**TASK OBJECTIVE**
Transcribe the entries, keeping every character the same.

(Beginning of EXERCISE INPUT)

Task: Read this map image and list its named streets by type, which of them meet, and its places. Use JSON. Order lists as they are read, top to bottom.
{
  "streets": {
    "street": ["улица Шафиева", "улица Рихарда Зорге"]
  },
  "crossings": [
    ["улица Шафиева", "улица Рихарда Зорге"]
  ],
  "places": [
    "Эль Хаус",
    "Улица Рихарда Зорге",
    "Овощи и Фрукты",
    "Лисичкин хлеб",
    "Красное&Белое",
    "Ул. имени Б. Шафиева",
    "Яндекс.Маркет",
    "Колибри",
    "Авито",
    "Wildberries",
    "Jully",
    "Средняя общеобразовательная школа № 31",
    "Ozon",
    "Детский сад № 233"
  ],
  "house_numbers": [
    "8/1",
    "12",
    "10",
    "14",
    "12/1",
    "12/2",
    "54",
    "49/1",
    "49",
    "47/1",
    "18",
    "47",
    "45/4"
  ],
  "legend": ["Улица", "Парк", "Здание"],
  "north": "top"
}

(End of EXERCISE INPUT)

**SOLUTION TO THE EXERCISE**
Task: Read this map image and list its named streets by type, which of them meet, and its places. Use JSON. Order lists as they are read, top to bottom.
{
  "streets": {
    "street": ["улица Шафиева", "улица Рихарда Зорге"]
  },
  "crossings": [
    ["улица Шафиева", "улица Рихарда Зорге"]
  ],
  "places": [
    "Эль Хаус",
    "Улица Рихарда Зорге",
    "Овощи и Фрукты",
    "Лисичкин хлеб",
    "Красное&Белое",
    "Ул. имени Б. Шафиева",
    "Яндекс.Маркет",
    "Колибри",
    "Авито",
    "Wildberries",
    "Jully",
    "Средняя общеобразовательная школа № 31",
    "Ozon",
    "Детский сад № 233"
  ],
  "house_numbers": [
    "8/1",
    "12",
    "10",
    "14",
    "12/1",
    "12/2",
    "54",
    "49/1",
    "49",
    "47/1",
    "18",
    "47",
    "45/4"
  ],
  "legend": ["Улица", "Парк", "Здание"],
  "north": "top"
}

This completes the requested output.